In such cases, a hacker who would manage to obtain the login information for an account by breaching one system could potentially use that same information to compromise a victim's other accounts as well.
Ofcom also found that 26 percent of respondents used passwords that were too easy to guess, such as birthdays and their kids' names. While that's not a safe practice, it doesn't come as a surprise, because the study also found that 25 percent of Internet users had trouble remembering their passwords.
Still, the importance of using strong, difficult-to-guess passwords cannot be understated. Internet miscreants are surprisingly adept at breaking into accounts with obvious passwords by gleaning bits of information and then using the data to figure out how to get into an account.
It may have been lax password security of this nature that led to Tuesday's takeover of the Associated Press Twitter feed, which caused brief dips in the stock markets when hackers sent out a tweet that falsely claimed President Barack Obama had been injured in White House bomb blasts.
Ofcom's report is indicative of some alarming trends, but Internet users are nonetheless making strides to improve their security. More than 60 percent of respondents told Ofcom they secured their Wi-Fi networks with passwords, and made sure websites were secure by checking the padlock symbol or HTTPS prefix before giving out their personal details.

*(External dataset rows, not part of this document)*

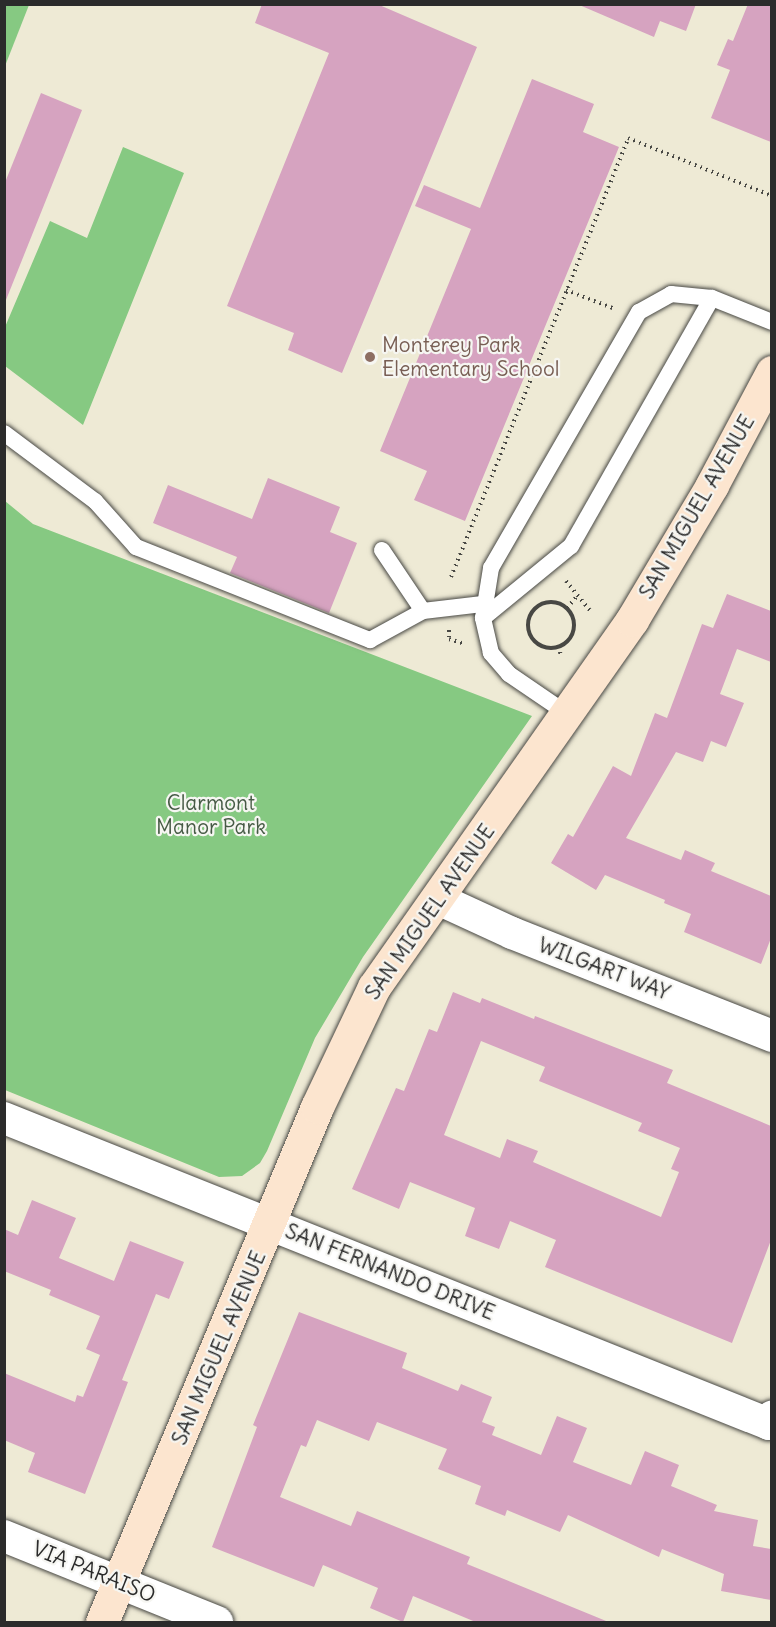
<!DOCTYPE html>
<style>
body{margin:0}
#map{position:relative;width:776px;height:1627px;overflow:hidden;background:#eeead5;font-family:Delius,sans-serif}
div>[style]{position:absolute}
.green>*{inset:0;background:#86c982}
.building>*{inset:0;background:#d6a3c0}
.path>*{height:4px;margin-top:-2px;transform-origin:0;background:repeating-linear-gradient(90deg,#484844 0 1.5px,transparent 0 6px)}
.path>.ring{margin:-2px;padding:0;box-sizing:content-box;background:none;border:4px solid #484844;border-radius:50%}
.roads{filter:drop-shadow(0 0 2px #484844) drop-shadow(0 0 2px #484844)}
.lane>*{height:16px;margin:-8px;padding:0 8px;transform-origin:8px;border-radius:8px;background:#fff}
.street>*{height:32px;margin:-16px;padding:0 16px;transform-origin:16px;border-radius:16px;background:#fff}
.secondary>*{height:33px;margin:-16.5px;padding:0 16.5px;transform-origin:16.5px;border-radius:16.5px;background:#fce5cf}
.dots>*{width:16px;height:16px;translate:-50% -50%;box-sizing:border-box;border:3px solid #f6f6f2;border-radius:50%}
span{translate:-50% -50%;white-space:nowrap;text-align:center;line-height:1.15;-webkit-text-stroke:4.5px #f6f6f2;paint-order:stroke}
.education-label{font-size:21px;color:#785e54}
.left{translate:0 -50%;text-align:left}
.street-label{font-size:21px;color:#2b2b2b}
.park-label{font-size:21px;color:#465a45}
.frame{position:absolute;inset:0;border:6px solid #2b2b2b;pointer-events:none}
</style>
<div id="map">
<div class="green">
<div style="clip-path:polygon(5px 4px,29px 5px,5px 66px,4px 5px)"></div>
<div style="clip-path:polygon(123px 147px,184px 173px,83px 425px,5px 366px,5px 327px,50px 221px,87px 238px)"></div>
<div style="clip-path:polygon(5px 501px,33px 524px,532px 716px,363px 957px,315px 1038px,267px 1151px,260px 1163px,242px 1176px,219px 1177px,5px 1090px)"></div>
</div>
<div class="building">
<div style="clip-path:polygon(262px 4px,377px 4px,477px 47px,342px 373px,288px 350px,294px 333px,227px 306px,329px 53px,255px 23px)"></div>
<div style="clip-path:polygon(577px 4px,696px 4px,686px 31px,660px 21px,654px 37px)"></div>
<div style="clip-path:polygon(748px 4px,771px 4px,771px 142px,711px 118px,730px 70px,717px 65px,728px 39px,733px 41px)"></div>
<div style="clip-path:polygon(532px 79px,594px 104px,583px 132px,619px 147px,465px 521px,414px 500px,427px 471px,380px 451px,471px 229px,415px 206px,424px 185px,480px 208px)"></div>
<div style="clip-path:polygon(41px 93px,82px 110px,6px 300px,4px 185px)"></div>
<div style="clip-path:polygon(268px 478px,340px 507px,330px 532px,357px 543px,329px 613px,230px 573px,237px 557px,153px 523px,168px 485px,252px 519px)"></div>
<div style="clip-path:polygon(727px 594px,771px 611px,771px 662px,737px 649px,720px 694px,744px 703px,726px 747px,711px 741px,703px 762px,676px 752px,626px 838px,681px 860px,685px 850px,715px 863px,711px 871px,771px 896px,771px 938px,761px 964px,684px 932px,691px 914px,664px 903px,665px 900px,605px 875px,596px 890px,551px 863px,568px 834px,573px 837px,613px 766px,631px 776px,655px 713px,667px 718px,702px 624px,713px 628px)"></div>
<div style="clip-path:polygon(evenodd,453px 992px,480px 1003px,482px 998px,534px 1019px,535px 1016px,673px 1070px,667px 1083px,771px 1126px,771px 1240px,732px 1343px,545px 1267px,556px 1240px,510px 1221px,499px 1249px,465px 1236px,475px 1208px,410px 1182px,399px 1209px,352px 1189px,396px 1088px,404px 1091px,429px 1029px,437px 1032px,453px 992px,481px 1041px,545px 1067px,539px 1081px,642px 1123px,638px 1131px,680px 1148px,671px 1169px,679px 1172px,661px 1217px,533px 1162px,538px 1151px,507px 1139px,500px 1158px,444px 1135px,481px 1041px)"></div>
<div style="clip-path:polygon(32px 1200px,76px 1218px,59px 1258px,114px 1281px,130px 1241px,184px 1262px,169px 1299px,156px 1294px,122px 1380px,128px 1382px,85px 1494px,28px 1472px,35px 1453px,4px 1440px,4px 1373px,75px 1402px,77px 1395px,83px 1397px,100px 1355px,86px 1349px,100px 1316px,49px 1295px,51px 1290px,4px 1271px,4px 1229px,18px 1235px)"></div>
<div style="clip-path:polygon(299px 1312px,407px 1353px,402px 1368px,458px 1391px,461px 1384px,492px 1397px,482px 1422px,495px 1427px,492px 1435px,541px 1455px,557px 1416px,587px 1428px,573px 1462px,631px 1485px,645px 1451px,679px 1465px,671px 1486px,717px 1505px,714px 1511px,758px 1520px,753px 1546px,771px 1549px,771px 1600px,721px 1591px,724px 1574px,662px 1549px,659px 1557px,568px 1515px,560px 1532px,507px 1510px,505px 1516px,475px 1504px,481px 1486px,438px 1469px,447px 1449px,377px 1422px,369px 1441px,317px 1420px,306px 1447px,301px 1445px,280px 1497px,351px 1526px,357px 1511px,470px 1557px,467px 1564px,611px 1623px,478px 1623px,413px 1596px,403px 1622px,370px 1608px,378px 1588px,323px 1565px,314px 1587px,212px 1547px,257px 1427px,253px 1425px)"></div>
</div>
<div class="path">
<div style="left:566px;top:290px;width:53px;rotate:21.2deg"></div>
<div style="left:451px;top:577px;width:473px;rotate:-68deg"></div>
<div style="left:628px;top:138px;width:155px;rotate:21.9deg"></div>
<div style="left:566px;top:581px;width:41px;rotate:50.9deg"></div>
<div class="ring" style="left:528px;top:602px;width:42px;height:42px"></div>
<div style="left:567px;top:608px;width:17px;rotate:-50deg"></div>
<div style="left:449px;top:630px;width:9px;rotate:90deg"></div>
<div style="left:449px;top:639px;width:16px;rotate:18deg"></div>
<div style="left:559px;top:646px;width:11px;rotate:80deg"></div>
</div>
<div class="roads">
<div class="lane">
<div style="left:4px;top:433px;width:114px;rotate:36.8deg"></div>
<div style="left:95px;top:501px;width:62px;rotate:48.3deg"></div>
<div style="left:136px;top:547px;width:252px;rotate:21.7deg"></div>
<div style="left:370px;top:640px;width:60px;rotate:-28.7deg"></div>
<div style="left:423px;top:611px;width:60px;rotate:-6.7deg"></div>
<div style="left:382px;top:550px;width:73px;rotate:56.1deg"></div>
<div style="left:483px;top:618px;width:114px;rotate:-39.3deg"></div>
<div style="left:571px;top:546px;width:285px;rotate:-60.4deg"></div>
<div style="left:712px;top:298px;width:65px;rotate:21.8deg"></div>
<div style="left:569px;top:715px;width:73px;rotate:-145.7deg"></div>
<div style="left:509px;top:674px;width:28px;rotate:-131deg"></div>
<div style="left:491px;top:653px;width:36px;rotate:-103deg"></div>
<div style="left:483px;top:618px;width:51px;rotate:-80.9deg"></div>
<div style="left:491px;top:568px;width:296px;rotate:-60deg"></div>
<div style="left:639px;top:312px;width:37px;rotate:-29deg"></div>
<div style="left:671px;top:294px;width:41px;rotate:5.6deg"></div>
</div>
<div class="street">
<div style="left:438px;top:899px;width:81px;rotate:24.7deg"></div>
<div style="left:512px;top:933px;width:280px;rotate:21.6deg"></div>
<div style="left:4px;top:1118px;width:824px;rotate:21.8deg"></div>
<div style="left:769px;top:1424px;width:8px;rotate:-67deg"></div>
<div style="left:4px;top:1536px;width:230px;rotate:22deg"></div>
</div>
<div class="secondary">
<div style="left:102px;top:1622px;width:558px;rotate:-67.34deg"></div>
<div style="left:317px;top:1107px;width:133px;rotate:-64.6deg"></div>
<div style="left:374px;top:987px;width:449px;rotate:-54.9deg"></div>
<div style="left:632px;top:620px;width:157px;rotate:-59.3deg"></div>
<div style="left:712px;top:485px;width:128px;rotate:-62deg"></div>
</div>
</div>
<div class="dots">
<div style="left:370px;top:357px;background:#8d6e63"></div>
</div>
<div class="education-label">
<span class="left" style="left:382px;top:357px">Monterey Park<br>Elementary School</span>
</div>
<div class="street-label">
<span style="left:697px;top:507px;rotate:-60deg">SAN MIGUEL AVENUE</span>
<span style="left:430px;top:912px;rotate:-55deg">SAN MIGUEL AVENUE</span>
<span style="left:604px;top:969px;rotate:21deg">WILGART WAY</span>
<span style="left:390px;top:1272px;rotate:22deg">SAN FERNANDO DRIVE</span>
<span style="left:219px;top:1348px;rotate:-67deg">SAN MIGUEL AVENUE</span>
<span style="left:94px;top:1572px;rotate:22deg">VIA PARAISO</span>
</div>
<div class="park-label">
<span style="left:211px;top:815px">Clarmont<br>Manor Park</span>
</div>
<div class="frame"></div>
</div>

Internet users everywhere can avoid the pitfalls of weak password security by diversifying the passwords they use across various sites.
Although multiple passwords can be a pain to remember, there are many password-management software tools that make it easy to keep login information organized. The increased security is well worth the hassle.
Password managers also help users avoid the temptation of using obvious answers. Instead of your birthday or spouse's initials, use a combination of letters, numbers, symbols and upper- and lowercase letters.
As an even better alternative, have the password-management software generate a truly random password. Cybercriminals won't be able to guess it, and thanks to your password manager, you won't need to either.